Abstract: We revisit policy-gradient optimization for Large Language Models (LLMs) from a singlestream perspective. Prevailing group-based methods like GRPO reduce variance with on-the-fly baselines
but suffer from critical flaws: frequent degenerate groups erase learning signals, and synchronization
barriers hinder scalability. We introduce Single-stream Policy Optimization (SPO), which eliminates
these issues by design. SPO replaces per-group baselines with a persistent, KL-adaptive value tracker
and normalizes advantages globally across the batch, providing a stable, low-variance learning signal for
every sample. Being group-free, SPO enables higher throughput and scales effectively in long-horizon or
tool-integrated settings where generation times vary. Furthermore, the persistent value tracker naturally
enables an adaptive curriculum via prioritized sampling.
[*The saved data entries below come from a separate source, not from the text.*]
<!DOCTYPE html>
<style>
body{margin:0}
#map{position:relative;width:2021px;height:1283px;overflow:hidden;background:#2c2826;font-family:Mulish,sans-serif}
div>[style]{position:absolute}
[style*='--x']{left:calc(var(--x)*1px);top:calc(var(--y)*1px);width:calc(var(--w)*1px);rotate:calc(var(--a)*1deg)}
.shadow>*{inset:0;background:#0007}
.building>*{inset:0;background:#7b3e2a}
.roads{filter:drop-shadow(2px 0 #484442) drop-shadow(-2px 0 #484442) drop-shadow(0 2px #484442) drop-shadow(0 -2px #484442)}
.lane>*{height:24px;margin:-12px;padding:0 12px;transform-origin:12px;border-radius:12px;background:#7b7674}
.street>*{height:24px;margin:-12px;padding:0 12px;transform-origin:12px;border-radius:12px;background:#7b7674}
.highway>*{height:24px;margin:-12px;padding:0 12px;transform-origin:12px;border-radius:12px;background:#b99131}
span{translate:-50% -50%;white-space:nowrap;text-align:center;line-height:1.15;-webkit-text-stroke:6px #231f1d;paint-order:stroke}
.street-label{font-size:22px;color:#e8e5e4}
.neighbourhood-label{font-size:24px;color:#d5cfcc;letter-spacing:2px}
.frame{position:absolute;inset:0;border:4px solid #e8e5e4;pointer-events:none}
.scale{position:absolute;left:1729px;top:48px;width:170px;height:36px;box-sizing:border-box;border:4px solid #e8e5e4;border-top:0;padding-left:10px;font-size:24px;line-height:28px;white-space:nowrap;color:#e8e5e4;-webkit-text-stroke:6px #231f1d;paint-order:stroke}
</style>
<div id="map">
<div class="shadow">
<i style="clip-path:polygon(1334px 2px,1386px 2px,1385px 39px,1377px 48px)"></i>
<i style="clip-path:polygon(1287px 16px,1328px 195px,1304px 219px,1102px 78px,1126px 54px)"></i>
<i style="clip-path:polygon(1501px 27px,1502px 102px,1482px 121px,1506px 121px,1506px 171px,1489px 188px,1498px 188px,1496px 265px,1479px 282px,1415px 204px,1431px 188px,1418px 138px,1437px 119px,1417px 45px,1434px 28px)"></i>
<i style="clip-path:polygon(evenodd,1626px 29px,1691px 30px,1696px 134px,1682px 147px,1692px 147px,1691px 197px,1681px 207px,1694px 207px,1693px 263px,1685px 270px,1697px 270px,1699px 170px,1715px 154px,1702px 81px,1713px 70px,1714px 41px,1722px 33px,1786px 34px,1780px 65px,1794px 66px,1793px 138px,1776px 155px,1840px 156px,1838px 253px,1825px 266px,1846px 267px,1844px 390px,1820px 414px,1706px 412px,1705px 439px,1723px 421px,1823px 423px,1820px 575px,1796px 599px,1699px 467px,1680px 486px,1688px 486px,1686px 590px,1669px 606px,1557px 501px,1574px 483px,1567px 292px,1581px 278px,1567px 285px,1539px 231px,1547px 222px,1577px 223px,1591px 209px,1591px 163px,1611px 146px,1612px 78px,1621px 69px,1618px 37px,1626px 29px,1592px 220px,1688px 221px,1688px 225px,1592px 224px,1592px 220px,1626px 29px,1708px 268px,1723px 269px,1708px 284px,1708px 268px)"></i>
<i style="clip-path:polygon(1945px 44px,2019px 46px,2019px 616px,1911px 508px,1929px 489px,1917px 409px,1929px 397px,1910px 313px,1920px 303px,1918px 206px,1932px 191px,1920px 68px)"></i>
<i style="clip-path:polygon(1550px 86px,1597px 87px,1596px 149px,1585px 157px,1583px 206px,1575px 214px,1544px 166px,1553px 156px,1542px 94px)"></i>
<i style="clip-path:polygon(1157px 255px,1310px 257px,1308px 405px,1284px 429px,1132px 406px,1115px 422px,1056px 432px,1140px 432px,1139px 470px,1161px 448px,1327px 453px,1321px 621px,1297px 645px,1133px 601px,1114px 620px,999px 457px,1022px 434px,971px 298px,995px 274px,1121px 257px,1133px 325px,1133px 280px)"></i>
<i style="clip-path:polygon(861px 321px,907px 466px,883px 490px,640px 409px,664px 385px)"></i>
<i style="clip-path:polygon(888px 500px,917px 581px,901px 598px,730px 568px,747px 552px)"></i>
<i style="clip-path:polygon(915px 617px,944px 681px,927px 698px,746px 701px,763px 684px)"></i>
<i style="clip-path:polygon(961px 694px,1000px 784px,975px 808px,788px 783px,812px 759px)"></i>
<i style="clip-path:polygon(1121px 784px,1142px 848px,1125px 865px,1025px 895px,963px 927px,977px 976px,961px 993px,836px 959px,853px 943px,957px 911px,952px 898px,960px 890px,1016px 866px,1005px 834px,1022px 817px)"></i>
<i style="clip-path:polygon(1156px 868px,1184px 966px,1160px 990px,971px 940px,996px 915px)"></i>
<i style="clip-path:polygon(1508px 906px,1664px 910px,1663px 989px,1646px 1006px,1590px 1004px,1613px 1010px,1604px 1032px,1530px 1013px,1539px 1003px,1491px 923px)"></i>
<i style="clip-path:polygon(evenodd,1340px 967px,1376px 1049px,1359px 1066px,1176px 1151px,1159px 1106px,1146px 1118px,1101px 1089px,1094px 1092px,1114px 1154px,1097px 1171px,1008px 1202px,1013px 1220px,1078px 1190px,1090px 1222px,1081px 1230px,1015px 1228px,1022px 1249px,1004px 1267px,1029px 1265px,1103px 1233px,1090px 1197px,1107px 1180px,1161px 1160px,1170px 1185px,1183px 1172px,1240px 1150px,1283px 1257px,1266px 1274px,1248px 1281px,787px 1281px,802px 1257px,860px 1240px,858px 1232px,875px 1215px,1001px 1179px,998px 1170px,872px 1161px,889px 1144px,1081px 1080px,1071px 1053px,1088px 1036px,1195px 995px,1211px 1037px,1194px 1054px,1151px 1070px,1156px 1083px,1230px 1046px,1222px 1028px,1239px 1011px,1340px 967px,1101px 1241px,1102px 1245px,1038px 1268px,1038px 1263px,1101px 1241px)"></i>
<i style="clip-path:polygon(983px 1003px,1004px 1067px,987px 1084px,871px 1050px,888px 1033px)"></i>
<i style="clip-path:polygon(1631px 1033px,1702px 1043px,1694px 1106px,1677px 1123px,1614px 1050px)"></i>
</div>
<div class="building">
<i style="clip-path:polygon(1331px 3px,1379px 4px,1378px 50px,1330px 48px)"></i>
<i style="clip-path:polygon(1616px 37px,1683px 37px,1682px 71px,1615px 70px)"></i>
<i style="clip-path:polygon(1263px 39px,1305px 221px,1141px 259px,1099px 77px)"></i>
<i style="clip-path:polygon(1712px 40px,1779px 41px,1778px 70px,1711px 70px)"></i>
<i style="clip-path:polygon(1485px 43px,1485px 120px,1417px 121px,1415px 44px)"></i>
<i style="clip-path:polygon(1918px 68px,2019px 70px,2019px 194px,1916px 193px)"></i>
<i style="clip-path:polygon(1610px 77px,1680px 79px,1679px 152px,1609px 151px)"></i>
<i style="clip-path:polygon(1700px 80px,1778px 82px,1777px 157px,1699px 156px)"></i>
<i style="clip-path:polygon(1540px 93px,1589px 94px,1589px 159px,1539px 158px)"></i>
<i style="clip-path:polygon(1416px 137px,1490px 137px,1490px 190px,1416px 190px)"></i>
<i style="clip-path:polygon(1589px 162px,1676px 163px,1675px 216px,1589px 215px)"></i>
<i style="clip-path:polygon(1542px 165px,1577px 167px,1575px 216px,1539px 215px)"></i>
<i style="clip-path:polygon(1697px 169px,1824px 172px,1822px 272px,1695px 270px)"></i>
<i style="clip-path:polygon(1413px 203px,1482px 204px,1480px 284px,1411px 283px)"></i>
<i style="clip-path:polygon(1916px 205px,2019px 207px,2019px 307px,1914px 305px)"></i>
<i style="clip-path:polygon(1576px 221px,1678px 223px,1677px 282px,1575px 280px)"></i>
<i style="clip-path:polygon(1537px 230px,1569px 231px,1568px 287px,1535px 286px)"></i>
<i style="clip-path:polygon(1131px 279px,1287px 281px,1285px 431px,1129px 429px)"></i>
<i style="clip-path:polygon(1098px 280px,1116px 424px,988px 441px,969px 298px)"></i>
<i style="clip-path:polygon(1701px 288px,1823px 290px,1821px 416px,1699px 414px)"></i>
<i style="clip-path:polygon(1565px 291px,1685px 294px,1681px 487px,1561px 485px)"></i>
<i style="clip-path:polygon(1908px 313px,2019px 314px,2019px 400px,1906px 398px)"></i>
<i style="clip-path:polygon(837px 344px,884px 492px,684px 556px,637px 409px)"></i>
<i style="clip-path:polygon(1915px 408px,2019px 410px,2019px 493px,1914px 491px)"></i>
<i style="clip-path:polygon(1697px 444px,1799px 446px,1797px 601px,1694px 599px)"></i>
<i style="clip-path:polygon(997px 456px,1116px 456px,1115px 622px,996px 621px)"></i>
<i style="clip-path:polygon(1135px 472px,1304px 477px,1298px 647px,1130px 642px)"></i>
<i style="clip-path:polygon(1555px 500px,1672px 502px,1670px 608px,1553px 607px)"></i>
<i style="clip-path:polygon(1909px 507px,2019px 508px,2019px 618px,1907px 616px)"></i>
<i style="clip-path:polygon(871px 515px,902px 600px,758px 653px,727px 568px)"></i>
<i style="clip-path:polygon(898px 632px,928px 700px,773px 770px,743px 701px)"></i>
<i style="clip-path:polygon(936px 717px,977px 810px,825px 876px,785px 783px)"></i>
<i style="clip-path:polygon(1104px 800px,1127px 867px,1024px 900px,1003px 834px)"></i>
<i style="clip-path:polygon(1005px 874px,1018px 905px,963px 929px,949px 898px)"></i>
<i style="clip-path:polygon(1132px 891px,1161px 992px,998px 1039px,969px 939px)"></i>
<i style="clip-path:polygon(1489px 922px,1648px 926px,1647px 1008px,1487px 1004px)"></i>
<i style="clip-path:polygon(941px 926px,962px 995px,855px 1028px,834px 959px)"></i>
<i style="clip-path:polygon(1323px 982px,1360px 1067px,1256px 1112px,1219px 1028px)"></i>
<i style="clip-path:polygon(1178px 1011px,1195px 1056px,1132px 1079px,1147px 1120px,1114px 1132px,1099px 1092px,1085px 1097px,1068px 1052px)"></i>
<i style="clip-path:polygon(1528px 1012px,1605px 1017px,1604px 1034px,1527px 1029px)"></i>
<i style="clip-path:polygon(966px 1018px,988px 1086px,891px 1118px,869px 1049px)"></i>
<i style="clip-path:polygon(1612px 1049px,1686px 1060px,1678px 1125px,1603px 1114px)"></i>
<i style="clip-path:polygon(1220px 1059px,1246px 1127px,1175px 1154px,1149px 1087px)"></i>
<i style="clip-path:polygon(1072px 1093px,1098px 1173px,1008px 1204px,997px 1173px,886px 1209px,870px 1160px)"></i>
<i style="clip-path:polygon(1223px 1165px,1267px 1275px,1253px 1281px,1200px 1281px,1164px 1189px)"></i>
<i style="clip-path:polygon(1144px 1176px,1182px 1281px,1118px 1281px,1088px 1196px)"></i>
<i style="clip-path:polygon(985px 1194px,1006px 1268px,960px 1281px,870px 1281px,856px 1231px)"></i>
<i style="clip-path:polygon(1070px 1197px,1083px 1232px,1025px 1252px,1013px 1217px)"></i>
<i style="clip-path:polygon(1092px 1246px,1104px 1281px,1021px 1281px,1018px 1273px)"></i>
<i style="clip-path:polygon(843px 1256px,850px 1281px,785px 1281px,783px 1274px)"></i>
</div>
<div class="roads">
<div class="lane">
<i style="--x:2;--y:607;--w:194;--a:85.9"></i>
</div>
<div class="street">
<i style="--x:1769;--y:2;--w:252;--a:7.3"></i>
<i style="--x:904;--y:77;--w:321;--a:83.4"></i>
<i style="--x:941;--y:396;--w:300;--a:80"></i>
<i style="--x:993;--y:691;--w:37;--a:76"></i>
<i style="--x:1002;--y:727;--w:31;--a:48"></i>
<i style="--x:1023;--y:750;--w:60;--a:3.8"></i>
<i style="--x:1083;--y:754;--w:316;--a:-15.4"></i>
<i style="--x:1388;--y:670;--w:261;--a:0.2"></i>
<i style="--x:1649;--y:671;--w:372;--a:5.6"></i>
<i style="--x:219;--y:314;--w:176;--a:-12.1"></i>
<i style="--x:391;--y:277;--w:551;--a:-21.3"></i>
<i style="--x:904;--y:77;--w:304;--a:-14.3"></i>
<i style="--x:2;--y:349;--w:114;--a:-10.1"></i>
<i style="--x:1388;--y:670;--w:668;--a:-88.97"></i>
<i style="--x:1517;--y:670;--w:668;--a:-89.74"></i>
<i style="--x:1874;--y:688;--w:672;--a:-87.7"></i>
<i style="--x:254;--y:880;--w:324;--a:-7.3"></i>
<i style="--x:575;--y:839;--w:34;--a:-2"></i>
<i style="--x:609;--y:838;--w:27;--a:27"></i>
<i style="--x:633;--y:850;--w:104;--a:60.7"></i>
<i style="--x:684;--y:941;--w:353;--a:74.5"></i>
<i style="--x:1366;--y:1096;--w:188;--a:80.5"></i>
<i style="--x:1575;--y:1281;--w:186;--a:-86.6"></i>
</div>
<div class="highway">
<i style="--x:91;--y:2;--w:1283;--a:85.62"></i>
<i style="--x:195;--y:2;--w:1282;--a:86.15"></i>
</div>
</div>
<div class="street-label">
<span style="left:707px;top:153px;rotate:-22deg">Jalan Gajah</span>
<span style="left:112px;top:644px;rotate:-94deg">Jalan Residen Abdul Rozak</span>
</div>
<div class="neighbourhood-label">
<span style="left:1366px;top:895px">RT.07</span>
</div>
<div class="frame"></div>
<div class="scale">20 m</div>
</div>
Experiments using Qwen3-8B show that SPO
converges more smoothly and attains higher accuracy than GRPO, while eliminating computation wasted
on degenerate groups. Ablation studies confirm that SPO’s gains stem from its principled approach to
baseline estimation and advantage normalization, offering a more robust and efficient path for LLM
reasoning. Across five hard math benchmarks with Qwen3-8B, SPO improves the average maj@32
by +3.4 percentage points (pp) over GRPO, driven by substantial absolute point gains on challenging
datasets, including +7.3 pp on BRUMO 25, +4.4 pp on AIME 25, +3.3 pp on HMMT 25, and achieves
consistent relative gain in pass@𝑘 across the evaluated 𝑘 values. SPO’s success challenges the prevailing
trend of adding incidental complexity to RL algorithms, highlighting a path where fundamental principles,
not architectural workarounds, drive the next wave of progress in LLM reasoning.